----- Stored data
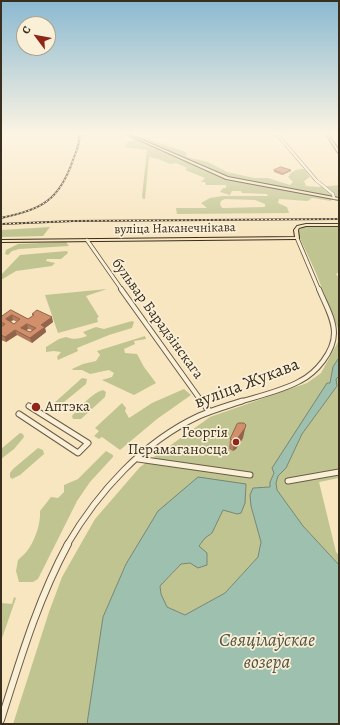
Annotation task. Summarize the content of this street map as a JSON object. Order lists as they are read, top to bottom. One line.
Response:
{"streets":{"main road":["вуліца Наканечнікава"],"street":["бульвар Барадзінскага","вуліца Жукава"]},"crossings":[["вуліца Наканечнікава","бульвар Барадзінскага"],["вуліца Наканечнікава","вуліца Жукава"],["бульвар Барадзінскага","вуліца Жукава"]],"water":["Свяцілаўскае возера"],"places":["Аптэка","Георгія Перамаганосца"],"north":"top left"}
----------
§ **Work request**
Reproduce every line above word for word; no images.

§ **Exercise result**
Annotation task. Summarize the content of this street map as a JSON object. Order lists as they are read, top to bottom. One line.
Response:
{"streets":{"main road":["вуліца Наканечнікава"],"street":["бульвар Барадзінскага","вуліца Жукава"]},"crossings":[["вуліца Наканечнікава","бульвар Барадзінскага"],["вуліца Наканечнікава","вуліца Жукава"],["бульвар Барадзінскага","вуліца Жукава"]],"water":["Свяцілаўскае возера"],"places":["Аптэка","Георгія Перамаганосца"],"north":"top left"}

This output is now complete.